---- MATERIAL SUPPLIED

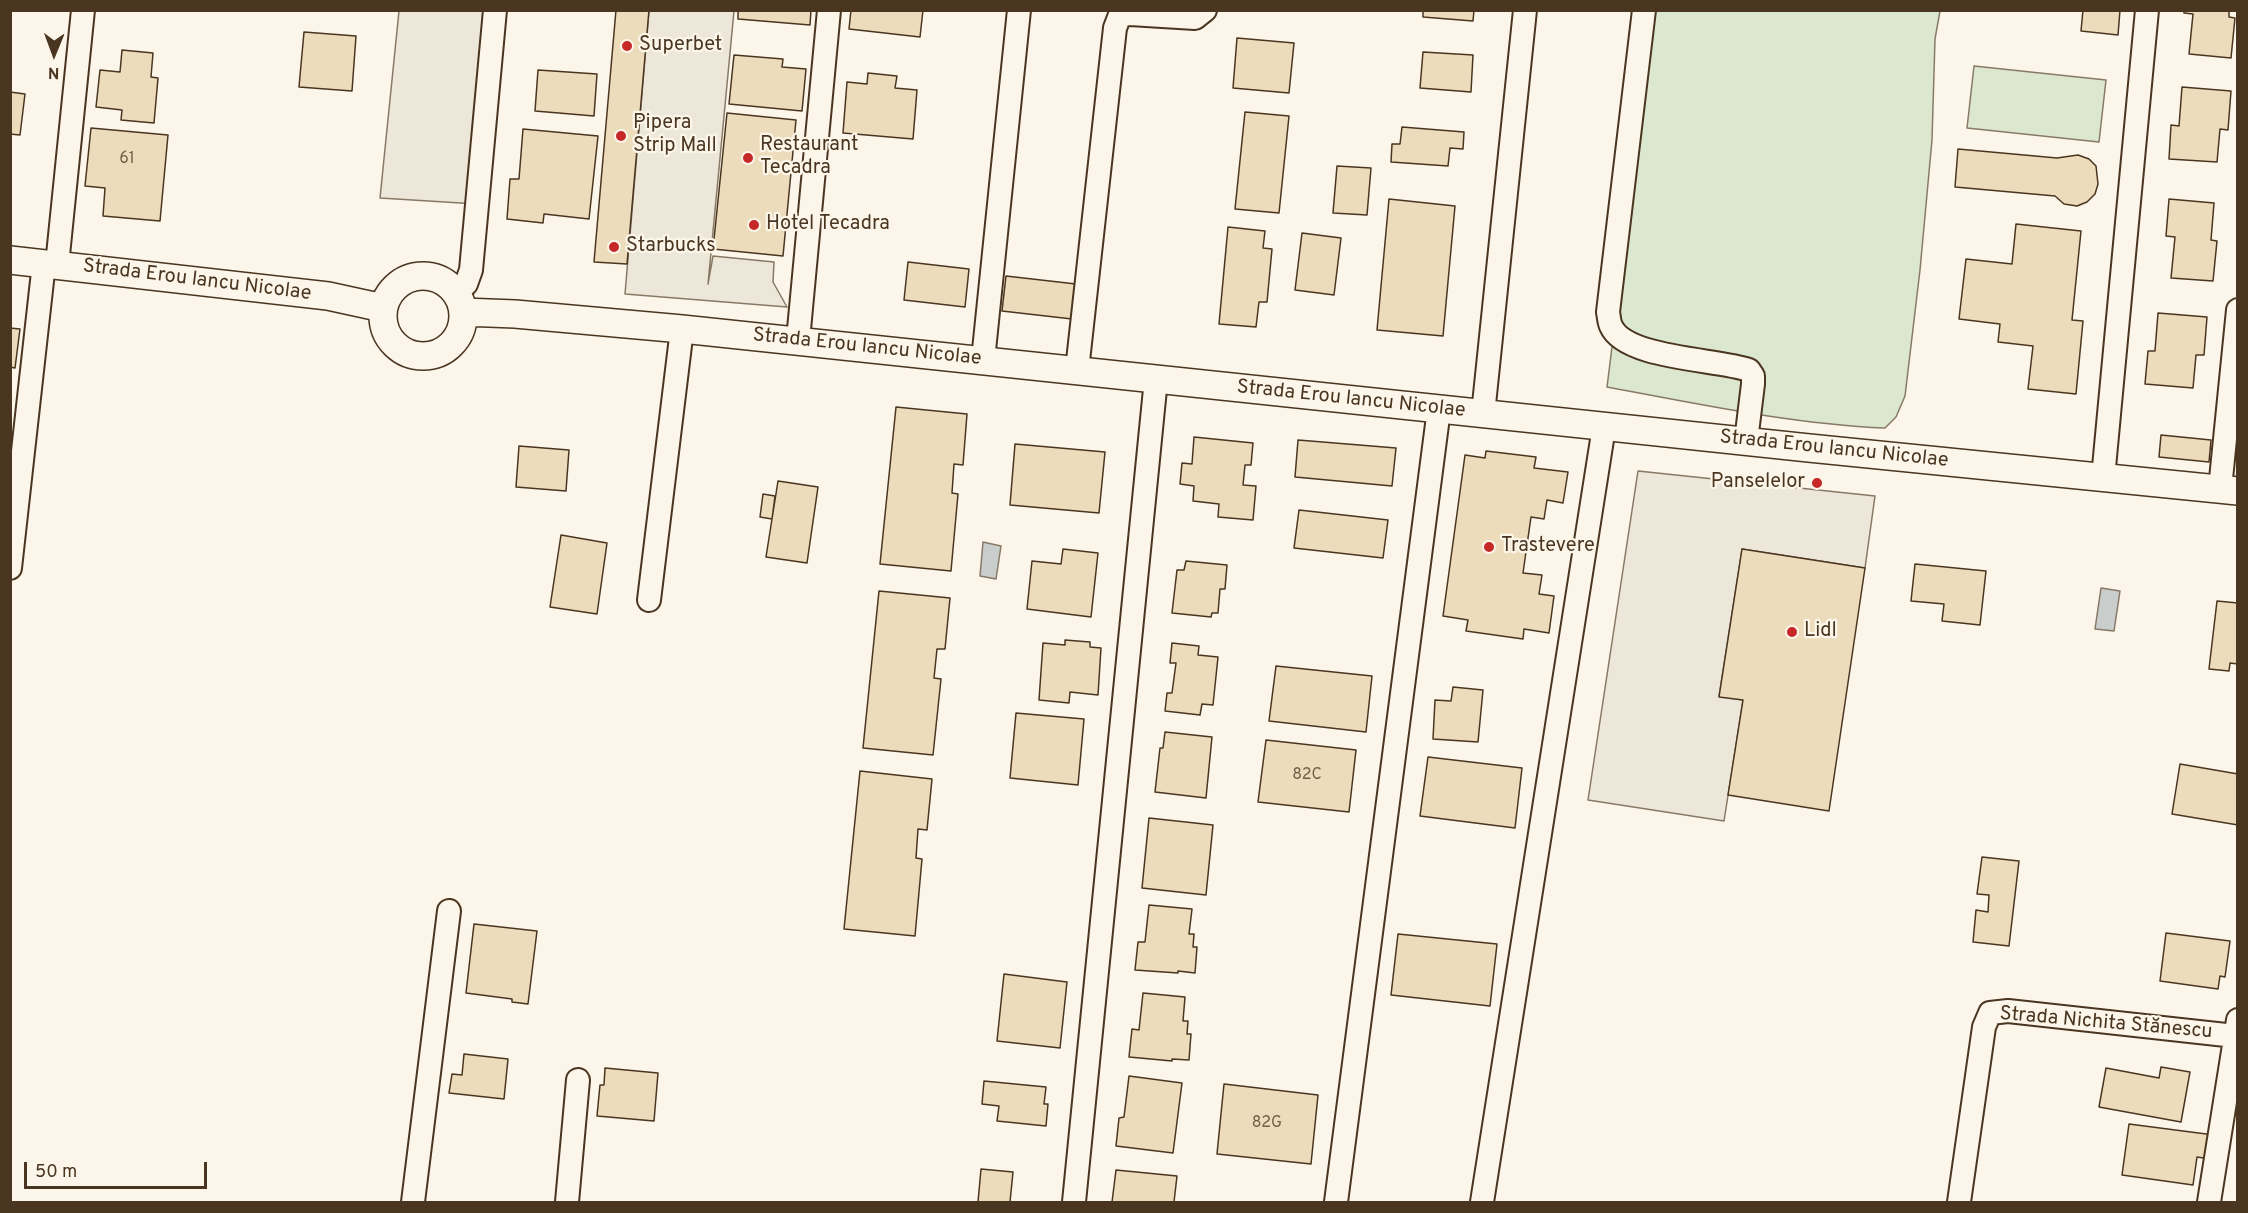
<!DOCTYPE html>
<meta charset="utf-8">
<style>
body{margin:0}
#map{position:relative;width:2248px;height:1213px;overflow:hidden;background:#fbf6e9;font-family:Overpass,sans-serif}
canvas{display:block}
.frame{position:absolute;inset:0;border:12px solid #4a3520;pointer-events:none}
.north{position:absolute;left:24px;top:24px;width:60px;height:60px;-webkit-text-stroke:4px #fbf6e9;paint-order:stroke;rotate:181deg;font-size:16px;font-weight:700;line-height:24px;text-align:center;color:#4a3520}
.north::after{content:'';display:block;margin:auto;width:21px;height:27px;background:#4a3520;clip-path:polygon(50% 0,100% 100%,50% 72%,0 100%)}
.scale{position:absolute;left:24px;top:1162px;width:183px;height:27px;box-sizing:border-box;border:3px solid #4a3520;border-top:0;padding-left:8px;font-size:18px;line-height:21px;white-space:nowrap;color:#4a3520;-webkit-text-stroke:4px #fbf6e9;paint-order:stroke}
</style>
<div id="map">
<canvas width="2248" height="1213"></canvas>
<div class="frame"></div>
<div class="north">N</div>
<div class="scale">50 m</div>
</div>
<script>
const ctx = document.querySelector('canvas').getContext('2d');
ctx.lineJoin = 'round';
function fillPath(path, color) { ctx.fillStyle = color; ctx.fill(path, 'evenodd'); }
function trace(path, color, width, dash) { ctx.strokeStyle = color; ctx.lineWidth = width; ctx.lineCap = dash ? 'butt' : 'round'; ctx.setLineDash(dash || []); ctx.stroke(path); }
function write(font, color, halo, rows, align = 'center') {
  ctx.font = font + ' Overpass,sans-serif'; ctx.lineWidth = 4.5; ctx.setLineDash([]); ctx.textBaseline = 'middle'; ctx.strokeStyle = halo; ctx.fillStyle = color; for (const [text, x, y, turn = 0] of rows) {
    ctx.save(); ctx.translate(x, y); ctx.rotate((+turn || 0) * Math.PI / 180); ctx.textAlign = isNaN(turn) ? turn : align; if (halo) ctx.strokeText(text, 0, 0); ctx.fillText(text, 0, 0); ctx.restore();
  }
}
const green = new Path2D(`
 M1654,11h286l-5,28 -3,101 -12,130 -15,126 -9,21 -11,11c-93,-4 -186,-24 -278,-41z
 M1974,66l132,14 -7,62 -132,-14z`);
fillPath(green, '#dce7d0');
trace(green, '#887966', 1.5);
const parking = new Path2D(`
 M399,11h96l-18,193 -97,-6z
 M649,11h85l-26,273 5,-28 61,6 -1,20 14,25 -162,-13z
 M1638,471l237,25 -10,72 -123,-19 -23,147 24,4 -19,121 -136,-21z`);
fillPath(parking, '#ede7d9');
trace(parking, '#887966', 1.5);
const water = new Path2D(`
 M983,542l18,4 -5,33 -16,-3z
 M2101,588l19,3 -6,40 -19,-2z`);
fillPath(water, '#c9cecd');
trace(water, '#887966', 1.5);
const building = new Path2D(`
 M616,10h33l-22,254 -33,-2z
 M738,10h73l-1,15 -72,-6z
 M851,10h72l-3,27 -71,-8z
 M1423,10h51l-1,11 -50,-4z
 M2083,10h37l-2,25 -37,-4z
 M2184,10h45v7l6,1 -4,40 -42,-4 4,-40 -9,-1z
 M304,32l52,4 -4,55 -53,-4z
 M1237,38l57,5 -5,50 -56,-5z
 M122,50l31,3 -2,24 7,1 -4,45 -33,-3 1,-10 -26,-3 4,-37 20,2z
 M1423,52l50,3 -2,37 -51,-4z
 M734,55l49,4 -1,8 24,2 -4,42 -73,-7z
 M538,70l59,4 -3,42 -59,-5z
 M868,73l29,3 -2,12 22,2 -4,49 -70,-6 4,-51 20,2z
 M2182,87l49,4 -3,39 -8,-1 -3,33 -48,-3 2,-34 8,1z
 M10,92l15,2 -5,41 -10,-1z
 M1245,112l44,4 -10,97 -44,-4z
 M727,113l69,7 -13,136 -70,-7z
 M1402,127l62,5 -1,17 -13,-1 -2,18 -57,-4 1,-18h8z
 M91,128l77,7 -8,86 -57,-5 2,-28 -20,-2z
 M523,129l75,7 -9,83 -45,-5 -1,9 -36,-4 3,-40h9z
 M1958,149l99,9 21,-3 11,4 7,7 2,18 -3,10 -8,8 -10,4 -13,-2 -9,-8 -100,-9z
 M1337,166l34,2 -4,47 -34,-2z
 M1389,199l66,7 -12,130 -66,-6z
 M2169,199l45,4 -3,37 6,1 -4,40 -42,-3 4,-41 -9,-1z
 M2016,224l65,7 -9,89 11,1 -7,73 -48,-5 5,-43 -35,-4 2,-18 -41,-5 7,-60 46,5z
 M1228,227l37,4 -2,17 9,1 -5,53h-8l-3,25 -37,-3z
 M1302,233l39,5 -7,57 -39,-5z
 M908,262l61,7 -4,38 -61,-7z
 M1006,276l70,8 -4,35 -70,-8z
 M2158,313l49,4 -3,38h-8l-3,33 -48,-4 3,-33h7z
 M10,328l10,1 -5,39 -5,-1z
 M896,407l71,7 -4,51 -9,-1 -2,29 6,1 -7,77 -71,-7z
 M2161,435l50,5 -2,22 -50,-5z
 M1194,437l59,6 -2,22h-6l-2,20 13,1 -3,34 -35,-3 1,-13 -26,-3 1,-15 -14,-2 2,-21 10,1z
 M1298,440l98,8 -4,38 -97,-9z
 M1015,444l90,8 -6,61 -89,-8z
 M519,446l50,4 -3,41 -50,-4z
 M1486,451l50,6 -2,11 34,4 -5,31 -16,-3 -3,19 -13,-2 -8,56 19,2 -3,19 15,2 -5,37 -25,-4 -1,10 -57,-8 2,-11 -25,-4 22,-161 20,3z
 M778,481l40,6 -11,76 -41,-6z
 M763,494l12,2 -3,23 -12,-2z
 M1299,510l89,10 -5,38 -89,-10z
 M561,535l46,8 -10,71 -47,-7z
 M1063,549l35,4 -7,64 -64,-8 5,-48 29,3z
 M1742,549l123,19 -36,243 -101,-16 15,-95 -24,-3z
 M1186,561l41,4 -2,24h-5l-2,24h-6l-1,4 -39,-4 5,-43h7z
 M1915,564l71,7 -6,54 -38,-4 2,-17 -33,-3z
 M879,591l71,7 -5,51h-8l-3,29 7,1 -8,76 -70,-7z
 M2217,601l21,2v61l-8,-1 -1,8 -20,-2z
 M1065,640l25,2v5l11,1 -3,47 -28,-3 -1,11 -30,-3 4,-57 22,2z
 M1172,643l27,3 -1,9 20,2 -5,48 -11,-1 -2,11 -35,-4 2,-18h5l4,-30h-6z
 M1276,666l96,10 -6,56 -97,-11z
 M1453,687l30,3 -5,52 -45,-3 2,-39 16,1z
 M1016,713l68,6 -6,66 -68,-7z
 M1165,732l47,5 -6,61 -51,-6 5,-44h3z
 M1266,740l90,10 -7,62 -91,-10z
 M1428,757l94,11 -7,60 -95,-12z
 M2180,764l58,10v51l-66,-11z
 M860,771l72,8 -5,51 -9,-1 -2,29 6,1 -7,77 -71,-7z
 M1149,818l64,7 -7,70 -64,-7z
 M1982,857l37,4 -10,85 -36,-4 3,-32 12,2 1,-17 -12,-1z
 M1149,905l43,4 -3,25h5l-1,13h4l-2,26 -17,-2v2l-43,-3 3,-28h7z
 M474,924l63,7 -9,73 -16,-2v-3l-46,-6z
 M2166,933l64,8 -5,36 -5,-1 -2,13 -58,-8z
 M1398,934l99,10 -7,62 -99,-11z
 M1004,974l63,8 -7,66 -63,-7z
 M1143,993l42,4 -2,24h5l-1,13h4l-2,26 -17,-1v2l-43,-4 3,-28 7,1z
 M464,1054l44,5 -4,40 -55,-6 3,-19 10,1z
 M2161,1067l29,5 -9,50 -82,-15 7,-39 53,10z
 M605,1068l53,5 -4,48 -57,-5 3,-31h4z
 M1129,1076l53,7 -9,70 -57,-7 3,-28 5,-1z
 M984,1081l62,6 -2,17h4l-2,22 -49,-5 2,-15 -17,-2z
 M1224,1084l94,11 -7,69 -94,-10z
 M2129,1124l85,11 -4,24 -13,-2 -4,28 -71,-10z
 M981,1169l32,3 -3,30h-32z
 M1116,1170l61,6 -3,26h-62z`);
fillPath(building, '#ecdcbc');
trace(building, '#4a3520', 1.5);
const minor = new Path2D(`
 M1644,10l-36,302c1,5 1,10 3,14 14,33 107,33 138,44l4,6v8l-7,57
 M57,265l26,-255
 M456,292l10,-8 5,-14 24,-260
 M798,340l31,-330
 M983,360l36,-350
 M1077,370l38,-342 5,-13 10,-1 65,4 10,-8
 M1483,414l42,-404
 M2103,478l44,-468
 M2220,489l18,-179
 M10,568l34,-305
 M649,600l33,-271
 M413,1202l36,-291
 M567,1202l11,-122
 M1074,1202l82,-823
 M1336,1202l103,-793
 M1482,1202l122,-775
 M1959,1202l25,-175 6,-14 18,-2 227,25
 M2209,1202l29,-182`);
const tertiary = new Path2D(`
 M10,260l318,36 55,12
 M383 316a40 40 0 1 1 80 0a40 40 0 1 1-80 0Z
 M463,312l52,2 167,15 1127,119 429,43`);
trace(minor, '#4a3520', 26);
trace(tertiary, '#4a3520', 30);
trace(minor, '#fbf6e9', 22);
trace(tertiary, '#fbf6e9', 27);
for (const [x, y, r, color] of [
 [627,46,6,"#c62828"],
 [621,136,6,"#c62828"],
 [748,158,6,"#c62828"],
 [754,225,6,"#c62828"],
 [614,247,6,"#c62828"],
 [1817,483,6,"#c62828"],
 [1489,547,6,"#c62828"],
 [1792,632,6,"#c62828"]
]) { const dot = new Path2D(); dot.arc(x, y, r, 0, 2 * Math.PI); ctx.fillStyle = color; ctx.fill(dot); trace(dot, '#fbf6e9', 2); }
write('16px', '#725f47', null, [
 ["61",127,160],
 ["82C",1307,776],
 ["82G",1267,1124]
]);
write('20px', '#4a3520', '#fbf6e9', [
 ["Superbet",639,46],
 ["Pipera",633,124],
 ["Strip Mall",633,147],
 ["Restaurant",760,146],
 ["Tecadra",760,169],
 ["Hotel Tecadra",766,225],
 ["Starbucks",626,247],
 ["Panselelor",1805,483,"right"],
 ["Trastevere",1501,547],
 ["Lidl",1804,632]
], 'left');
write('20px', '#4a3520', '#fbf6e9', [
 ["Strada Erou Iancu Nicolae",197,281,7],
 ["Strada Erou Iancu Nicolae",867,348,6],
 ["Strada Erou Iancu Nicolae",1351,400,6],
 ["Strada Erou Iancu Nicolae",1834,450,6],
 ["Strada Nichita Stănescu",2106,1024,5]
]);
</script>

--------

ASSIGNMENT – Take the entries above and copy out all lines with the string "lineWidth".

YOUR RESPONSE –
function trace(path, color, width, dash) { ctx.strokeStyle = color; ctx.lineWidth = width; ctx.lineCap = dash ? 'butt' : 'round'; ctx.setLineDash(dash || []); ctx.stroke(path); }
  ctx.font = font + ' Overpass,sans-serif'; ctx.lineWidth = 4.5; ctx.setLineDash([]); ctx.textBaseline = 'middle'; ctx.strokeStyle = halo; ctx.fillStyle = color; for (const [text, x, y, turn = 0] of rows) {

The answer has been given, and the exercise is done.